The scientific community is developing explainability frameworks to make AI models more transparent and understandable to humans, leading to “explainable AI” (XAI). Both system developers and end users can obtain, in this way, an idea of the motivations behind the decision provided by an AI system. XAI is essential in DL applications to medical imaging to ensure transparency, accountability, safety, regulatory compliance, and clinical applicability [216].
By providing interpretable explanations for DL model predictions, XAI techniques enhance the trust, acceptance, and effectiveness of AI systems in healthcare, ultimately improving patient outcomes and advancing the field of medical imaging.

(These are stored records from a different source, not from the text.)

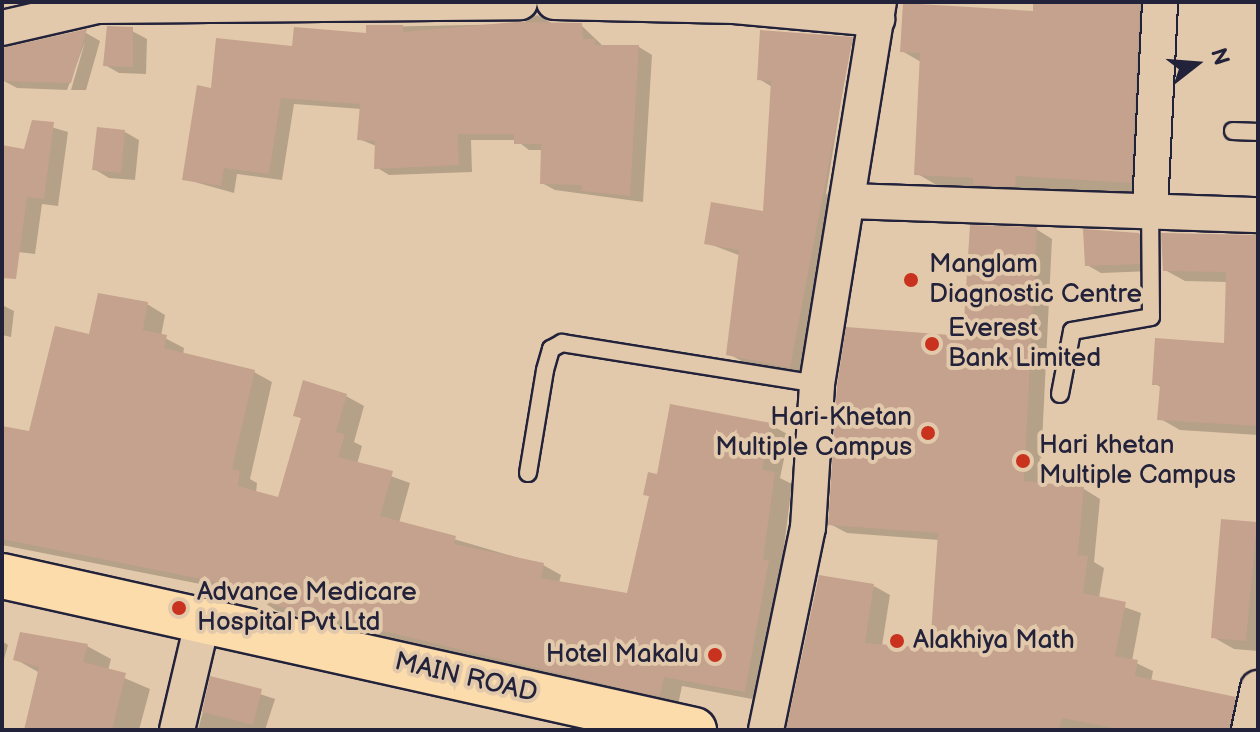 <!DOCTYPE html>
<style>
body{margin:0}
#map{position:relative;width:1260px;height:732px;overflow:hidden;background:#e3c9ab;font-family:"Balsamiq Sans",sans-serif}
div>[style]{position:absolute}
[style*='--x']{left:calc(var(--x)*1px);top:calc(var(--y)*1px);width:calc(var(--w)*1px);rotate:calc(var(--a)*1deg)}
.shadow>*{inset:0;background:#0003}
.building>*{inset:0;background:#c5a28d}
.roads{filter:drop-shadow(2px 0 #22223b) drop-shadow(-2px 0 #22223b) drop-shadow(0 2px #22223b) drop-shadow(0 -2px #22223b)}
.lane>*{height:16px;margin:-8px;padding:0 8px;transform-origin:8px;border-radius:8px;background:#e3c9ab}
.street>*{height:34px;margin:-17px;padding:0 17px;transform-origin:17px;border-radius:17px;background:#e3c9ab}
.primary>*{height:44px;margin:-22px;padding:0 22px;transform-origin:22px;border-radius:22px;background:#fddcac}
.dots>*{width:22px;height:22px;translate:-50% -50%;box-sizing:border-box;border:4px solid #e3c9ab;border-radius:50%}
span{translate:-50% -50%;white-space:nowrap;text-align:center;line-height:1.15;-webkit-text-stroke:8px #e3c9ab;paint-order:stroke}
.poi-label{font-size:26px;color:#22223b}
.left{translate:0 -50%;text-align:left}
.right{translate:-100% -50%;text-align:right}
.street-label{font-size:26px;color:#22223b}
.frame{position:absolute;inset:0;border:4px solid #22223b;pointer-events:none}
.north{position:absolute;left:1156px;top:24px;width:80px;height:80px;-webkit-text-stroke:6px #e3c9ab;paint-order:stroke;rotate:73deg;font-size:22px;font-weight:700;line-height:32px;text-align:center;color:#22223b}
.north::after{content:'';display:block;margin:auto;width:28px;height:36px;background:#22223b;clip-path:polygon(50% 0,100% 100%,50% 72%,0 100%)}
</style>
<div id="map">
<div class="shadow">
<div style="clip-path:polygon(1035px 2px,1171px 2px,1154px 196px,1039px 188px,1038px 199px,940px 187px,916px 173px,921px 62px,902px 51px,1034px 13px)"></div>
<div style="clip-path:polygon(537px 15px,553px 24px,581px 25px,604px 47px,639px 47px,652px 55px,643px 202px,555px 190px,542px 183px,543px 150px,529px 150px,516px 140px,471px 140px,472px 172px,389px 175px,376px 167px,376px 146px,359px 139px,361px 109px,294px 104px,282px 180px,237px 174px,234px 193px,184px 179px,213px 90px,294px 48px,368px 35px,368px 27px,521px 24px)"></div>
<div style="clip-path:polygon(132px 31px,147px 39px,146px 74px,119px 73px,105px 65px)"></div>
<div style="clip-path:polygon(86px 33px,100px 41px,86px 90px,71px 90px,85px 42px,67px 90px,17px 88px,2px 80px,2px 51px)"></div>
<div style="clip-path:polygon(evenodd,852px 39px,870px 49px,808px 377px,747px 364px,729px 354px,741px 256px,707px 243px,764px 213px,772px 87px,759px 79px,852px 39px,850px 45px,854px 45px,830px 195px,826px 194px,850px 45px)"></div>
<div style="clip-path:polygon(34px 122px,68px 132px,58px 206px,42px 204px,35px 254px,2px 250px,2px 147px,26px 151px)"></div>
<div style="clip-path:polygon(125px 132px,139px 140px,135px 180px,109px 178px,94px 169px)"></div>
<div style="clip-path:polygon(1036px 229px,1052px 239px,1040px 484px,1084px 489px,1100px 499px,1094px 562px,1104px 568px,1099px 598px,1141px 613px,1132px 661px,1153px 671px,1151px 682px,1235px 699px,1251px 709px,1247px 730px,789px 730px,874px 586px,890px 595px,882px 646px,932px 650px,939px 540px,847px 533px,830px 524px,965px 338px)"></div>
<div style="clip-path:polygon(1139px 234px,1153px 243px,1153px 271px,1101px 273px,1087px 265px)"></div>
<div style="clip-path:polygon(1258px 236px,1258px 435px,1180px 430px,1159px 418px,1162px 388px,1154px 383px,1226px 345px,1227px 282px,1185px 281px,1165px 270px)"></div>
<div style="clip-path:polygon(147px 304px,165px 315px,161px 336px,184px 348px,183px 355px,254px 372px,272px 382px,250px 479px,257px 483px,256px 493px,279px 499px,303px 419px,295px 415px,346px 396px,364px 406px,354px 442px,362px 446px,357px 464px,410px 483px,399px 523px,543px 565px,561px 575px,559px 583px,629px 595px,651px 497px,645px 494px,659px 476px,671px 406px,771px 425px,789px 435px,780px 478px,792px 484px,781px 570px,786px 573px,763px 701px,682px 686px,678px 705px,657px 701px,277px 611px,251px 594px,2px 545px,2px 428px,31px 433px,91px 337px)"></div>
<div style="clip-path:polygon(2px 305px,14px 311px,11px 337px,2px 335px)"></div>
<div style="clip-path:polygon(1256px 524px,1258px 525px,1258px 651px,1234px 649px,1213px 637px)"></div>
<div style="clip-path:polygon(2px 641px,8px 645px,2px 666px)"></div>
<div style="clip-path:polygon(87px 646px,111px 659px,108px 671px,150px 689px,139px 730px,26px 730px,40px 673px,15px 659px)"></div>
<div style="clip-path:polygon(212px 678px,275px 699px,265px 730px,198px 730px)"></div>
</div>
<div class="building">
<div style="clip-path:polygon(1033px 2px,1140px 2px,1131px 183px,1016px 176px,1015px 187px,973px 185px,973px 178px,914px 175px,920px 53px,900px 52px,903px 3px,1033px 11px)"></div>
<div style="clip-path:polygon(515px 22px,582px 23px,583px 39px,595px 39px,595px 45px,639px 45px,630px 196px,581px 191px,582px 185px,540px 184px,541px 144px,514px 144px,514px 134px,458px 134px,459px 165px,374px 169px,375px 141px,357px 140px,360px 104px,281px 98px,269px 174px,224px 168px,221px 186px,182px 180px,197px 85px,211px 88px,216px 38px,292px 46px,294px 27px,366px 33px,366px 25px,403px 25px,403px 32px)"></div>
<div style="clip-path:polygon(107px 26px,133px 27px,133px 67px,103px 66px)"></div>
<div style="clip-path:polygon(87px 29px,71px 83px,2px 81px,2px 48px)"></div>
<div style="clip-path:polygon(760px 30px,853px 37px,790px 368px,726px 355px,739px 250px,704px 244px,711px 202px,763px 211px,771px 81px,757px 80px)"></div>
<div style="clip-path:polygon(32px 120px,54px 122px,44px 199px,27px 197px,16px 279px,2px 278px,2px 145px,24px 149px)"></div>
<div style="clip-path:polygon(97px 127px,125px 130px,121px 173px,92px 170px)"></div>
<div style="clip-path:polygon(970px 225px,1037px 227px,1024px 481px,1084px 487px,1078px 555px,1088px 556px,1083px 593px,1126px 602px,1115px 656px,1138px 660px,1135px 676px,1236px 697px,1230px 730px,1122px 730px,1062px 718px,1059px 730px,786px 730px,819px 575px,874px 584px,865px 643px,930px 648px,938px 533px,828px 525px,837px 386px,846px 327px,963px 336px)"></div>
<div style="clip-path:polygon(1083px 229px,1139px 233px,1140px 264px,1085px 266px)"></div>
<div style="clip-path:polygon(1161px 233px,1258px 235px,1258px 426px,1157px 420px,1160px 385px,1152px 385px,1155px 338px,1224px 343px,1226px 272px,1163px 271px)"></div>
<div style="clip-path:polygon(98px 293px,148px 302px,143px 330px,167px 335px,164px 348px,255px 370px,232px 469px,240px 471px,238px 486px,278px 497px,301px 418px,293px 416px,303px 380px,347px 394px,336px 432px,345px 434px,338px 457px,393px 471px,380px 516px,456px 536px,454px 544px,544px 563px,541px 578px,627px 593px,649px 496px,643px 495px,648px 472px,657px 474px,670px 404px,771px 423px,762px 470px,775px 472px,763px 560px,769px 560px,745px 692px,664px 677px,660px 696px,637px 692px,257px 601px,258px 593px,231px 585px,2px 539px,2px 426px,29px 431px,55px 326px,89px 334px)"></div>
<div style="clip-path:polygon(1221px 519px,1257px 522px,1246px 641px,1211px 638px)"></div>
<div style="clip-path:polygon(20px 632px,88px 644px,83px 662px,126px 673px,112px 730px,24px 730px,39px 667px,13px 660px)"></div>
<div style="clip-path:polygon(210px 676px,262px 689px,253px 725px,202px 712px)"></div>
</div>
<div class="roads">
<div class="lane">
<div style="--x:1233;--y:131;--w:25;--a:2"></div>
<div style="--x:1060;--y:394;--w:64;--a:-79.2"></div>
<div style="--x:1072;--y:331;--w:80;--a:-10"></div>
<div style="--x:1151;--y:317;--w:107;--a:-90.5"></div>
<div style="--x:528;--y:473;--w:104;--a:-80.6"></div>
<div style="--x:545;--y:370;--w:22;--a:-74"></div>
<div style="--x:551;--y:349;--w:13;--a:-29"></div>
<div style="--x:562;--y:343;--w:258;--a:9.1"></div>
</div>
<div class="street">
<div style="--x:554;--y:2;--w:180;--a:1.3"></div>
<div style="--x:734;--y:6;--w:144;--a:5.2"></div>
<div style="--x:2;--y:28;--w:98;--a:-13"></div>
<div style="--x:97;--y:6;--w:423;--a:-0.5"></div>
<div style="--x:851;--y:201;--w:407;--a:2"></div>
<div style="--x:1150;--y:208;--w:206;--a:-87.2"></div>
<div style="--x:177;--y:730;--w:114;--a:-76.8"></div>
<div style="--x:766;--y:730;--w:206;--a:-78.3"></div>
<div style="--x:808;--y:528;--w:144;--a:-86.4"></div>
<div style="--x:817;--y:384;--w:387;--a:-80.8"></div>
<div style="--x:1249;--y:730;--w:43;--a:-77.9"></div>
</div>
<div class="primary">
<div style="--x:2;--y:576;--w:709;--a:12.55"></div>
</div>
</div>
<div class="dots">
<div style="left:911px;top:280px;background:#c8321e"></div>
<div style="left:932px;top:344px;background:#c8321e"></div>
<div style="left:928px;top:433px;background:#c8321e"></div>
<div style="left:1023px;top:461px;background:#c8321e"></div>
<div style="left:179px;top:608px;background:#c8321e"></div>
<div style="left:897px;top:641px;background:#c8321e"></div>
<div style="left:715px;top:655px;background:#c8321e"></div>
</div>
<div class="poi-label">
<span class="left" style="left:929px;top:280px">Manglam<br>Diagnostic Centre</span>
<span class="left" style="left:948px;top:344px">Everest<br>Bank Limited</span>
<span class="right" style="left:912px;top:433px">Hari-Khetan<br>Multiple Campus</span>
<span class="left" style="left:1039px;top:461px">Hari khetan<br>Multiple Campus</span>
<span class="left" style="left:197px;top:608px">Advance Medicare<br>Hospital Pvt Ltd</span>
<span class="left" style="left:913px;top:641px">Alakhiya Math</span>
<span class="right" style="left:699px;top:655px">Hotel Makalu</span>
</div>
<div class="street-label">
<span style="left:466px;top:678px;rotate:13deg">MAIN ROAD</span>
</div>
<div class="frame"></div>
<div class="north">N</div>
</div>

AI also brings risks and ethical issues, such as the need to ensure fairness, meaning it should not be biased against some group or minority [221]. Bias in AI software may result from unbalanced training data. For instance, due to a severe imbalance in the training data, an AI tool for diagnosing diabetic retinopathy was found to be more accurate for light-skinned subjects than for dark-skinned subjects [222]. Another risk arises from differences between the training data used to develop the algorithm and actual patient data, known as data shift. Changes in patient or disease characteristics or technical parameters (e.g., treatment management and imaging acquisition protocol) over time or across locations can affect the accuracy of AI (input data shift) [223]. Additional risks related to AI include cybersecurity challenges [224]. Implementing AI requires managing these risks through a quality assurance program and quality management system [225]. Within the European Union (EU), the regulatory framework for medical devices is defined by the European Medical Devices Regulation (EU) 2017/745 (EU MDR) and the General Data Protection Regulation (EU) 2016/679 (GDPR), which established criteria for AI implementation [3,226]. Furthermore, the EU has proposed legislation known as “The Artificial Intelligence Act (AI Act)” [227], aiming at creating a unified regulatory and legal structure for AI.
After a long and tumultuous history, we are in a phase of enthusiasm and promises regarding AI applications to medicine. Fueled by its versatility, impressive results, and the availability of powerful computing resources and open-source libraries, AI is one of the most promising frontiers in medicine. Some medical imaging tasks can be successfully addressed by traditional ML methods like RF, which is less prone to overfitting than DL and more easily interpretable. Various DL architectures can efficiently and accurately perform a range of tasks, including image reconstruction and registration. DL networks have also achieved human-level performance in tasks such as lesion detection, image classification, and segmentation. Additionally, foundation models, pre-trained on a large scale, can be fine-tuned for diverse domains, requiring less training data than training a DL model from scratch.
Indeed, to facilitate the diffusion of AI-based tools in clinical workflows, in addition to the development of increasingly cutting-edge technological solutions that can answer different clinical questions, AI-based systems should be validated in large-scale clinical trials to demonstrate their effectiveness. Additional concerns regarding AI in healthcare must be addressed, including the view of AI tools as ‘black boxes’, which calls for more interpretable and explainable models to earn the trust of both doctors and patients. Ethical issues, such as ensuring fairness and reliability in AI systems, also need careful consideration.